14. The computer-implemented method of claim 5, further comprising:

receiving third data indicating available computational resources of the computing device; and

determining a length of the first time period or the second time period based at least in part on the third data.

15. One or more non-transitory computer-readable media storing instructions that, when executed, cause one or more processors to perform operations comprising:

receiving first data representing a first set of metrics associated with an internet protocol (IP) address over a first time period, the first data associated with a data stream that changes dynamically over a first time period;

determining, based at least in part on the first data, a first probabilistic data structure associated with the first set of metrics over the first time period;

receiving second data representing a second set of metrics associated with the IP address over a second time period that is subsequent to the first time period;

determining, based at least in part on the second data, a second probabilistic data structure associated with the second set of metrics over the second time period;

determining a first hash value of the first probabilistic data structure;

determining a frequency of the first hash value over a plurality of time periods, wherein the plurality of time periods includes the first time period and the second time period;

determining, based on the frequency of the first hash, a first subset of metrics from the first set of metrics associated with the first probabilistic data structure;

configuring a message for sending to a computing device associated with the IP address, the message including the first subset of metrics; and

storing, in a storage device, the second probabilistic data structure associated with the second set of metrics for determining a second subset of metrics at a later time.
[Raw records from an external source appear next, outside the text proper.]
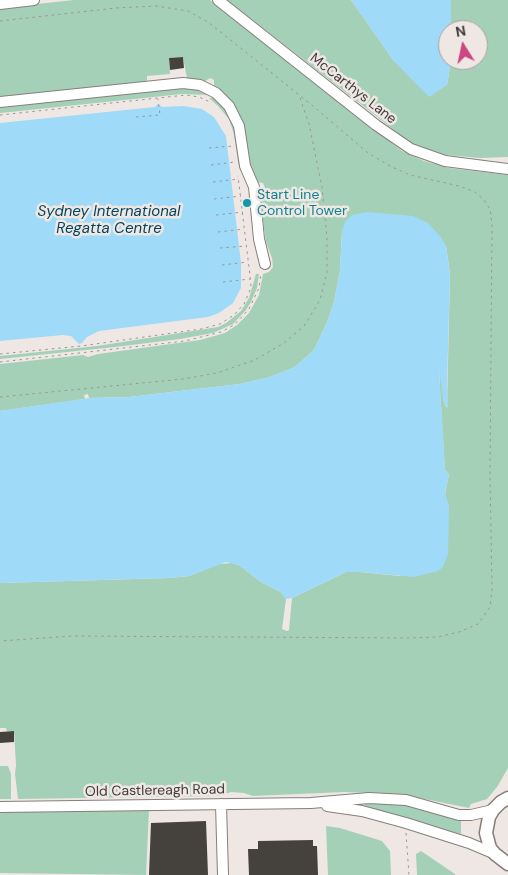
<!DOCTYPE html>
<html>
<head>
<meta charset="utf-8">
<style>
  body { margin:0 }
  #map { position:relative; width:508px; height:875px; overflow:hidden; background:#efe7e4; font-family:"DM Sans",sans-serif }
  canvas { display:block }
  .north { position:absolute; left:438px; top:20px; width:50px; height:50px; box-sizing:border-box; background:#efe7e4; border:1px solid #a9a3a0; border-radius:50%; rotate:350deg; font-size:14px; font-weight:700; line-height:20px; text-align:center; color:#3f3c3b }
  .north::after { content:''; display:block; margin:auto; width:18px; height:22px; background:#cd4583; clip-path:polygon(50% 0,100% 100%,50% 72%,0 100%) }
</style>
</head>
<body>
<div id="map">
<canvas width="508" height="875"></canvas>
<div class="north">N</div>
</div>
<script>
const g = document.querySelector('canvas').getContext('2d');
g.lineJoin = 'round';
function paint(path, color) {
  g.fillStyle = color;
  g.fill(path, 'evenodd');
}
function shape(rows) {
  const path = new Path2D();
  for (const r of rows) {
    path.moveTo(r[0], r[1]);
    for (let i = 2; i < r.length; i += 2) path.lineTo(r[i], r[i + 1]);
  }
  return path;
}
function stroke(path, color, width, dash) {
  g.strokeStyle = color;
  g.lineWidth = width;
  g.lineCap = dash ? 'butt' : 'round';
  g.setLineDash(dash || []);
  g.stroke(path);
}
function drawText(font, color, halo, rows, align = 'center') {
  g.font = font + ' "DM Sans",sans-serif';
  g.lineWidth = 5;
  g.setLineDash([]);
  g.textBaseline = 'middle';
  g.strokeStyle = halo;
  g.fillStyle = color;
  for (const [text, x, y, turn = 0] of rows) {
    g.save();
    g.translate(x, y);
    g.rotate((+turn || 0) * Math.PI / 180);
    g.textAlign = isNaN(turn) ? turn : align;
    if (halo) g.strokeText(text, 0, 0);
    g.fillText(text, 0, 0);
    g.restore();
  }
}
paint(shape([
  [74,0,210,0,402,151,424,161,449,168,508,175,508,768,497,787,487,799,471,804,469,808,400,794,344,792,253,796,244,793,231,792,220,796,18,799,15,774,16,765,14,731,7,731,6,728,0,728,0,583,169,578,189,576,219,564,232,563,239,565,261,582,281,592,286,599,282,629,287,631,289,630,292,598,346,572,360,572,400,576,449,508,445,494,449,474,445,470,440,390,439,360,444,403,447,408,450,274,446,246,342,231,340,271,334,302,328,320,314,350,295,367,270,377,240,384,129,397,89,398,88,394,84,395,85,399,0,411,0,364,83,355,88,357,98,354,200,340,225,333,237,325,249,313,259,295,263,274,269,272,273,267,272,258,266,242,259,191,265,188,263,183,256,182,249,166,243,127,214,87,214,80,210,78,204,82,187,78,183,57,169,58,170,74,147,76,147,82,0,98,0,8],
  [227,0,351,0,394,61,447,85,451,60,478,60,478,30,451,30,451,0,508,0,508,157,480,158,446,155,412,144],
  [192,87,209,93,208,95,182,94,0,113,0,106],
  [209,98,216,98,219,100,232,118,236,134,241,171,240,170,238,162,234,134,229,119,218,106],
  [256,274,259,274,257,288,251,302,246,310,233,324,213,333,180,339,115,347,0,359,0,356,97,346,218,327,226,323,241,311,249,298],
  [0,766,8,766,11,774,11,799,0,799],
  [365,801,400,803,461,818,461,834,364,809],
  [149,810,146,875,0,873,0,812],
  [326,826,340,828,382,841,390,851,391,875,328,875],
  [421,851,455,874,455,875,417,875,416,854]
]), '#a5d0b8');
paint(shape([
  [351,0,451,0,451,30,448,30,448,60,451,60,447,85,429,97,394,61],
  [158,104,162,107,183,106,202,109,214,117,226,136,241,263,241,288,233,303,219,313,208,317,99,331,87,337,82,343,79,344,71,336,63,335,0,341,0,123,155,107],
  [367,212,413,216,428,223,440,236,446,246,450,274,447,386,448,408,444,403,439,369,445,470,449,474,445,493,449,507,448,554,443,567,438,571,414,577,360,572,346,572,292,598,286,599,281,592,261,582,239,565,226,562,189,576,169,578,0,583,0,411,89,398,129,397,240,384,270,377,295,367,314,350,328,320,334,302,340,271,342,231,345,222,352,215]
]), '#a0daf9');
paint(shape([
  [183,57,184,68,170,70,169,58],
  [14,731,14,742,0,743,0,732],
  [206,821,208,875,149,875,151,823],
  [313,840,313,846,317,846,318,875,249,875,248,849,258,849,258,841]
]), '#45413c');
const minor = shape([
  [218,0,376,125,411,149,445,161,508,169],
  [0,4,34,0],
  [0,102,183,83,200,85,216,93,229,106,239,126,245,166,254,187,259,239,265,264],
  [221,804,223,875],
  [327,806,362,811,406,823,469,843,495,854],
  [0,807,311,803,369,798,406,800,459,815,471,815,493,810]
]);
const major = shape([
  [508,798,501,802,493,810,489,817,486,833,490,848,495,854,508,864]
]);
stroke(minor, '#867f7c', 12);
stroke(major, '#867f7c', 15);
stroke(shape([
  [0,21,116,8,156,6,188,11,208,22,313,106,368,153,390,166,410,175,459,186,475,192,484,200,490,209,492,224,490,474,492,589,490,607,478,624,459,632,438,637,407,638,72,636,0,641],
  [0,115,186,95,199,97,212,103],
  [136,117,160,115,158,99],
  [209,148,233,146],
  [211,165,235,162],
  [213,182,239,179],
  [214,199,241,196],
  [216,215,243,212],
  [218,232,244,229],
  [220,248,246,246],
  [222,265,248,262],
  [223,282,250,279],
  [0,354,81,346,201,329,220,324,234,315,244,304,250,290,251,284,238,176],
  [0,362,185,341,221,332,234,325,249,309,259,288,261,273],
  [0,397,183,379,217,373,255,360,284,343,304,326,320,300,327,273,327,238,322,187,309,124,299,95],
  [406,833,409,875]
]), '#9a9593', 1, [2.5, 4]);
stroke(minor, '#fff', 10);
stroke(major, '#fff', 12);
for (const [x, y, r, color] of [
  [247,203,5,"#0f9aa8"]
]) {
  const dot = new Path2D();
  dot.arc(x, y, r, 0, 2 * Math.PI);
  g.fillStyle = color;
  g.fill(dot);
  stroke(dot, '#efe7e4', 2);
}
drawText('14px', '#3f3c3b', '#efe7e4', [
  ["McCarthys Lane",353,89,38],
  ["Old Castlereagh Road",155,791,-1]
]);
drawText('14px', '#0d838f', '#efe7e4', [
  ["Start Line",257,195],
  ["Control Tower",257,211]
], 'left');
drawText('italic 15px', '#02445d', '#efe7e4', [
  ["Sydney International",109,212],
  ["Regatta Centre",109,229]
]);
</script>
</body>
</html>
16. The one or more non-transitory computer-readable media of claim 15, the operations further comprising:

determining a rate at which the IP address accesses a new resource,

wherein determining the first subset of metrics is further based at least in part on the rate.

17. The one or more non-transitory computer-readable media of claim 15, the operations further comprising:

determining a second hash value based at least in part on the first hash value values, the second hash value representing a baseline for outputting over a third time period.